Organizational appropriateness
relates the language to standards and other organizational needs within the
organizational context of modeling. These are a mean to support organizational
quality.
A number of sub-areas are identified for each of the six areas of language quality, and
in (Østbø, 2000) approximately 70 possible criteria were identified. We will return to
how this extensive list has been narrowed down and specialized for the task at hand.
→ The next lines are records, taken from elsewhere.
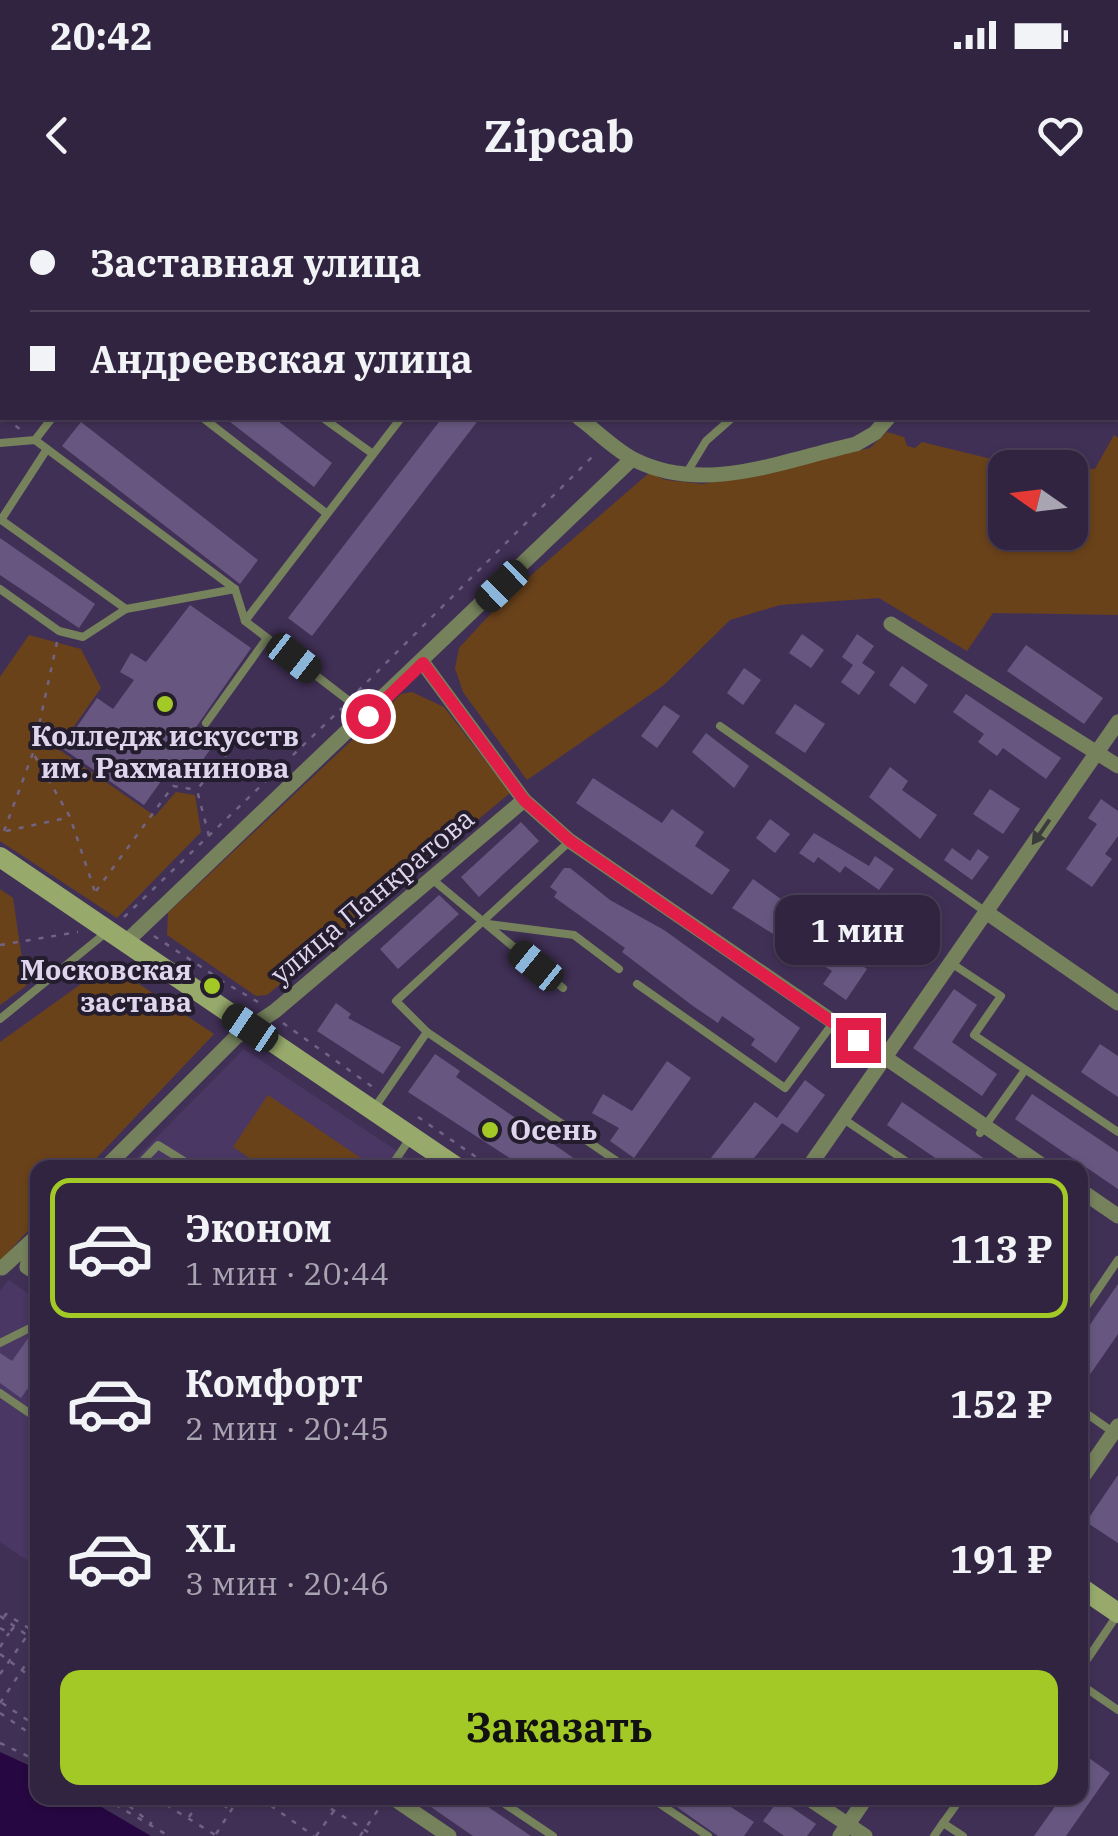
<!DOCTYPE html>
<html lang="ru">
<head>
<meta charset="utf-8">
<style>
	body { margin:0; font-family:"IBM Plex Serif",serif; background:#392c47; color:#f1f3f6; height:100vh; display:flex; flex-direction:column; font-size:38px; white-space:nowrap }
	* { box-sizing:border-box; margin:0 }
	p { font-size:32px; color:#a8a4b1 }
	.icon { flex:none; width:55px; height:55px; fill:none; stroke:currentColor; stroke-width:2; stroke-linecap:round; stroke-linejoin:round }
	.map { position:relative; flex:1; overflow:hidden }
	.drawer { position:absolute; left:30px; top:960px; width:1058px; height:645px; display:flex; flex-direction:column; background:#312440; border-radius:20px; box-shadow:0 2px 8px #0004,0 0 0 2px #4c4159 }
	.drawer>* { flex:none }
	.top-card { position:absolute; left:0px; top:0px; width:1120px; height:220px; box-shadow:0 2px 8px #0004,0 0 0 2px #4c4159; display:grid; align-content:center; height:220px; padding:0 30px; background:#312440 }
	.needle { width:65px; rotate:284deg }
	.fabs { position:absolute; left:988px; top:250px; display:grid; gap:20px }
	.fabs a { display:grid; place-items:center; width:100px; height:100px; border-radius:20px; background:#312440; box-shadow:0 2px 8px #0004,0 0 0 2px #4c4159; font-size:50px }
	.end { position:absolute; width:45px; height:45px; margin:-22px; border:12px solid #e11d48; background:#fff; box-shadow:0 0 0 5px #fff }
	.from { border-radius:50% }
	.bubble { position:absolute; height:70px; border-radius:20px; background:#312440; box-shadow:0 2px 8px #0004,0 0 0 2px #4c4159; font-size:32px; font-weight:700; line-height:70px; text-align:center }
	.car { position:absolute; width:30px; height:60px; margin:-30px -15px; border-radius:12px; box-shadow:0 0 8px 2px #0007; background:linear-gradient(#222 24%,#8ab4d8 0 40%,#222 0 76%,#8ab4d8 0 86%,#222 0) }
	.top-card b { display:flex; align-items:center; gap:35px; height:95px; font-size:38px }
	.top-card b+b { border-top:2px solid #4c4159 }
	.top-card i { width:25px; height:25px; background:#f1f3f6 }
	ul { padding:18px 0 0; list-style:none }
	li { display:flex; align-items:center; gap:30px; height:140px; margin:0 20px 15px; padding:0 10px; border:5px solid transparent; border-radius:20px }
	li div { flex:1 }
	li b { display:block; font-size:38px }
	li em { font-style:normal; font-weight:700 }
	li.selected { border-color:#a3c927 }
	li>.icon { width:90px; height:90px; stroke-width:1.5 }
	.action { display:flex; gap:20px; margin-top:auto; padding:20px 30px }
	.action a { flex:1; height:115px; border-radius:20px; background:#a3c927; color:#111; font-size:40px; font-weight:700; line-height:115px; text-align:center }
	.status { display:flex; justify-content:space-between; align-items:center; height:70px; padding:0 50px; background:#312440; direction:ltr }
	.status svg { height:28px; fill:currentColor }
	header { display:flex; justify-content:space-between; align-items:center; height:130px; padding:0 30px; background:#312440; font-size:45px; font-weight:700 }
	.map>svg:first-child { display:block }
</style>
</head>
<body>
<div class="status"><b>20:42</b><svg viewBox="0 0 49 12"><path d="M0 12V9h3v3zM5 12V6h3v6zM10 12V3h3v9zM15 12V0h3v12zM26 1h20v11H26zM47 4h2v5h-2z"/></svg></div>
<header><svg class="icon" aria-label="back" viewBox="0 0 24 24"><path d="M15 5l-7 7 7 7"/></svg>Zipcab<svg class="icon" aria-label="heart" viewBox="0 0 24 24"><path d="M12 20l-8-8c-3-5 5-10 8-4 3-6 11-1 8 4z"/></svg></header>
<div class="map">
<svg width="1118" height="1636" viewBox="0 0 1118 1636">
	<rect width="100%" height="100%" fill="#413056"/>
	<g fill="#4a3764">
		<polygon points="244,849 421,967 126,968"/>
		<polygon points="9,1080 37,1100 37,1367 0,1342 0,1091"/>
	</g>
	<g fill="#6a421a">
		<polygon points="887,232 904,237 907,246 915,248 922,242 1024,267 1005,268 1005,332 1070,332 1070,268 1045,267 1048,265 1095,269 1114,235 1118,238 1118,415 993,413 967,451 879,398 780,405 730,420 664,485 527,580 463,492 455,468 459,448 506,397 649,273 666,280 703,284 870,248"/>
		<polygon points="29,435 81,449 101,488 58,549 155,616 176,592 195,595 201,632 117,718 0,641 0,477"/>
		<polygon points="412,492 444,507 510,593 267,795 256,796 167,735 168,713 401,494"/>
		<polygon points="0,689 13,698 26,786 0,805"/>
		<polygon points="109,764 214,834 88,967 38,968 37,1021 0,1061 0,842"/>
		<polygon points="268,895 374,967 262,967 233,947"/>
	</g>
	<polygon fill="#270742" points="0,1552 37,1569 38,1598 86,1598 151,1636 0,1636"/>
	<g fill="#675780">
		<polygon points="225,218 274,218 332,263 314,287"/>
		<polygon points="442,218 480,218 312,436 288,418"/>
		<polygon points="81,222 258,360 240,384 62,246"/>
		<polygon points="0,338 95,404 79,428 0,375"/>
		<polygon points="190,405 251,448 192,533 212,547 187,582 169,570 144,605 62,548 97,498 113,509 134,480 120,472 131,453 146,462"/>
		<polygon points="802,434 824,450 811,468 789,453"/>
		<polygon points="857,434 874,446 862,463 875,472 859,495 841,482 853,465 842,457"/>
		<polygon points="1026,445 1103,498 1084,524 1007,471"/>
		<polygon points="902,466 928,485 915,504 889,485"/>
		<polygon points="744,468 761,480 743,505 727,493"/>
		<polygon points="966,494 1061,558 1046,579 1003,548 997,556 978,542 984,534 953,512"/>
		<polygon points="795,504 825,524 805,553 775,533"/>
		<polygon points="664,505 680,516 657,548 641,536"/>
		<polygon points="706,533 749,566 734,588 692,552"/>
		<polygon points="890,567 908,581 902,590 937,615 920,639 869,597"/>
		<polygon points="593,578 662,623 672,609 704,632 695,646 730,670 712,695 576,603"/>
		<polygon points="990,589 1020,609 1003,634 973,614"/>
		<polygon points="1101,599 1118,611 1118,636 1105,654 1112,659 1092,687 1066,669 1097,624 1088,618"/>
		<polygon points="770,619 790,634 775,653 756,638"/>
		<polygon points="521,622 539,641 479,697 461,677"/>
		<polygon points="814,633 869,666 875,656 894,669 879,690 845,666 840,673 818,657 814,663 799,653"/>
		<polygon points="952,648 970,661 978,649 989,657 972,680 944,660"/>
		<polygon points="564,668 570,668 610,700 664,730 800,828 776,863 751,845 755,839 722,816 718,823 693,806 622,752 625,748 554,697 557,692 550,687"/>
		<polygon points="753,679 792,707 796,701 824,721 816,733 867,769 846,800 823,784 832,771 732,708"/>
		<polygon points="439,695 459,714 398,769 380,749"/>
		<polygon points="954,789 977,805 952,842 997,874 982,896 913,848"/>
		<polygon points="336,803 351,814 348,818 401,847 383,874 317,831"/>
		<polygon points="1100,844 1118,856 1118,897 1081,872"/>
		<polygon points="435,854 460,871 456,877 588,968 525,968 408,892"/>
		<polygon points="667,861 691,878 634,958 610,941 619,928 592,913 603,894 632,911"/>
		<polygon points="805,880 825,895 797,933 782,923 746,968 703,968 755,902 777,918"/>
		<polygon points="1032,894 1118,952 1118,989 1015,919"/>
		<polygon points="902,902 998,968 950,968 887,925"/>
		<polygon points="1118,1084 1118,1134 1080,1189 1080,1139"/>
		<polygon points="38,1133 38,1174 21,1198 0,1183 0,1153 12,1161 29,1137"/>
		<polygon points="1118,1275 1118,1343 1086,1322"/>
		<polygon points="1089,1558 1110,1573 1066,1636 1034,1636 1061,1598 1080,1598 1080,1570"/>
		<polygon points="418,1598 475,1598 531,1636 473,1636"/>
		<polygon points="664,1598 717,1598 754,1622 744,1636 718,1636"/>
		<polygon points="779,1599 816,1624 807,1636 784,1636 763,1621"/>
	</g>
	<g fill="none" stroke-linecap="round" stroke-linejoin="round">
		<g stroke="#716384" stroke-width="2.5" stroke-dasharray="5 8" stroke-linecap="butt">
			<polyline points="0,214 2,216"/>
			<polyline points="5,218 20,229"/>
			<polyline points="57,442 33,553 70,617 95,692"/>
			<polyline points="358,491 596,253"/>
			<polyline points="212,534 223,553"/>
			<polyline points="4,631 33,553"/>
			<polyline points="6,631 66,618"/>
			<polyline points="209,636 197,590 224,554 263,586"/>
			<polyline points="96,691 173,586 197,590"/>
			<polyline points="124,717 342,508"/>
			<polyline points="154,736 215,776"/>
			<polyline points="0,745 78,732"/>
			<polyline points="220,780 258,802"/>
			<polyline points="283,823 374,888"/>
			<polyline points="418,917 492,968"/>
			<polyline points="0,1416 38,1443"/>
			<polyline points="4,1417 6,1414 38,1434"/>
			<polyline points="0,1428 9,1433 14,1427"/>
			<polyline points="0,1447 9,1433"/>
			<polyline points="0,1454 38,1482"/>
			<polyline points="0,1474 27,1436"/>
			<polyline points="0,1503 38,1446"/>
			<polyline points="2,1503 38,1527"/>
			<polyline points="0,1513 38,1539"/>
			<polyline points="0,1543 38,1561"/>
			<polyline points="104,1598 169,1636"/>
			<polyline points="119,1598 152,1624"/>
			<polyline points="155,1598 217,1636"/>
			<polyline points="212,1598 231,1610"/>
			<polyline points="260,1598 314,1636"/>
			<polyline points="294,1598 322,1603 374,1636"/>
			<polyline points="189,1617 202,1598"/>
			<polyline points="216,1634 239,1598"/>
			<polyline points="316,1636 343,1598"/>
			<polyline points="360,1636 380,1607"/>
		</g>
		<g stroke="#75825c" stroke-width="8">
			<polyline points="1000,0 1003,2"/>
			<polyline points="102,2 104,0"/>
			<polyline points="183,2 185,0"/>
			<polyline points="210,2 212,0"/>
			<polyline points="1118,14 1118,13"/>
			<polyline points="0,97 2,99"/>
			<polyline points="0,153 2,155"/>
			<polyline points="1118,197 1118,196"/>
			<polyline points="203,218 326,313"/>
			<polyline points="323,218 373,254"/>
			<polyline points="35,240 52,218"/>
			<polyline points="0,243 35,240 235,389 245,421 366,514"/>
			<polyline points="686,274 706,241 732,218"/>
			<polyline points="0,319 126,409"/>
			<polyline points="1,320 47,249"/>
			<polyline points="0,389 59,431 83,437 126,409 235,389"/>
			<polyline points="245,421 401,218"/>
			<polyline points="206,523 267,438"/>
			<polyline points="720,526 986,712"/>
			<polyline points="433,680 563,788"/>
			<polyline points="488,724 574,735 619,769"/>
			<polyline points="951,763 1001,796 974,835 1118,932"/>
			<polyline points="637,784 785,888 833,823"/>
			<polyline points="0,819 108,731"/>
			<polyline points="427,832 627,968"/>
			<polyline points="373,910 427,832 396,801 570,641"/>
			<polyline points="842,918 916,968"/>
			<polyline points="980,933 1025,870"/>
			<polyline points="136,968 158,945 195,968"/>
			<polyline points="390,968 409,940"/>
			<polyline points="1080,1116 1118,1060"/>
			<polyline points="0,1143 38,1124"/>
			<polyline points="0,1193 38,1219"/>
			<polyline points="1080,1209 1113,1232"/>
			<polyline points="1080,1470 1118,1414"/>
			<polyline points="1080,1484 1118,1510"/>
			<polyline points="496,1598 553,1636"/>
			<polyline points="651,1598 708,1636"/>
			<polyline points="943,1623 961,1598"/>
			<polyline points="934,1636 943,1623 963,1636"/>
		</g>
		<g stroke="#75825c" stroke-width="15">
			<polyline points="273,0 277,2"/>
			<polyline points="792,0 795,2"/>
			<polyline points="625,2 625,0"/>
			<polyline points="986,2 988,0"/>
			<path d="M579 218C597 231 615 250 635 260 705 295 784 260 856 244L875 233 888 218"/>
			<polyline points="891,424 1118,566"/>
			<polyline points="423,463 524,600 570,641 1046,968"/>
			<polyline points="986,712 1118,803"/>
			<polyline points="125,743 632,259"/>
			<polyline points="105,968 236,837 275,811 524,600"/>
			<polyline points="808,968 1118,522"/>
			<polyline points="1080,990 1118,1016"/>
			<polyline points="32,1043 27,1067 38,1074"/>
			<polyline points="2,1068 38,1035"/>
			<polyline points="1080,1281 1118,1226"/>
			<polyline points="393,1598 449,1636"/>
			<polyline points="808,1598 865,1636"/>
			<polyline points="840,1636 866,1598"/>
		</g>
		<g stroke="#97aa6c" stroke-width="20">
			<polyline points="0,657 458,968"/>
			<polyline points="1080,1387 1118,1413"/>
		</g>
	</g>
	<defs><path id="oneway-solid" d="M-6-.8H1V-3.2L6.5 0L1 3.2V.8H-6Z" transform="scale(2.5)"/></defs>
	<use fill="#3c3b3c" href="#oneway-solid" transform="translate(1041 632) rotate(125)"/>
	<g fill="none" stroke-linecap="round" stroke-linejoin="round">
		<polyline stroke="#e11d48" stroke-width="12" points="368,516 423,463 524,600 570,641 858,840"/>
	</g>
	<g fill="#a3c927" stroke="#241d2e" stroke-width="4">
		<circle cx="165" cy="504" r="10"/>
		<circle cx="212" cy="786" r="10"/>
		<circle cx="490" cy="930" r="10"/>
	</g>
	<g text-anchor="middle" stroke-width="8" stroke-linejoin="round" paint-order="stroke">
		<g font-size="28" font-weight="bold" fill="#dfd6ee" stroke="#241d2e">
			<text x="165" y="546">Колледж искусств<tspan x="165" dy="32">им. Рахманинова</tspan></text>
			<text x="192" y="780" text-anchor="end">Московская<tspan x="192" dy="32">застава</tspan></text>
			<text x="510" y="940" text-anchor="start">Осень</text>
		</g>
		<g font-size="28" fill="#dfd6ee" stroke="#241d2e">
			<text transform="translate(372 696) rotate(-40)" y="10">улица Панкратова</text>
		</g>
	</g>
</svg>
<div class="fabs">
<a><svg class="needle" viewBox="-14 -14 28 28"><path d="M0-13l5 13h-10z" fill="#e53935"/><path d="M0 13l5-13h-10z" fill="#a8a4b1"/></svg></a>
</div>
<i class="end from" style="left:368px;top:516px"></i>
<i class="end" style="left:858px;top:840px"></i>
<div class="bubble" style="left:775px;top:695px;width:165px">1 мин</div>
<i class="car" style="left:502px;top:386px;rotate:226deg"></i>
<i class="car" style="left:294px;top:458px;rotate:128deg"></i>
<i class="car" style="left:536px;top:766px;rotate:309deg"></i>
<i class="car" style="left:250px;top:828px;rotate:304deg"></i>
<div class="top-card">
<b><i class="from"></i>Заставная улица</b>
<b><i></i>Андреевская улица</b>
</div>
<section class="drawer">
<ul>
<li class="selected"><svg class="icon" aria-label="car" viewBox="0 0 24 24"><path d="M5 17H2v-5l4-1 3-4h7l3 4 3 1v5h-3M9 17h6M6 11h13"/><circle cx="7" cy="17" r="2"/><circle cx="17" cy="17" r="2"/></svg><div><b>Эконом</b><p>1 мин · 20:44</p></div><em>113 ₽</em></li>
<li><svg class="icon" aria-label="car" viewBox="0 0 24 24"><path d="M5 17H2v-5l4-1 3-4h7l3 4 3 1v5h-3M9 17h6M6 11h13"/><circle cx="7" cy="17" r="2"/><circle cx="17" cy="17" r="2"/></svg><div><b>Комфорт</b><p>2 мин · 20:45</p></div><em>152 ₽</em></li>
<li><svg class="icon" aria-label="car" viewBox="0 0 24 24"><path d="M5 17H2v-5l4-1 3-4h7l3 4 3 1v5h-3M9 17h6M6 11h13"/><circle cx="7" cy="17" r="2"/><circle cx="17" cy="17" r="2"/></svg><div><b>XL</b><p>3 мин · 20:46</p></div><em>191 ₽</em></li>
</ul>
<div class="action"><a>Заказать</a></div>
</section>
</div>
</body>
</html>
3 Description of the case and the evaluation approach
The insurance company in our case has a large number of life insurance and pension
insurance customers. The insurances are managed by a large number of systems of
different age and using different technology. The business processes of the company
go across systems, products and business areas, and the work pattern is dependant on
the system being used. The company has modernized its IT-architecture. The IT-
architecture is service-oriented, based on a common communication bus and an EAI-
system to integrate the different system. To be able to support complete business
processes in this architecture, there is a need for tools for development, evolution and
enactment of business processes.
Goals for business process modeling in the insurance company
Before discussing the needs of the case organization specifically, we outline the main
uses of enterprise process modeling. Five main categories for enterprise modeling
can be distinguished:
1. Human-sense making and communication: To make sense of aspects of an
enterprise and communicate this with other people.
2. Computer-assisted analysis: To gain knowledge about the enterprise through
simulation or deduction.
3. Business process management e.g. in connection to following up ISO-certification.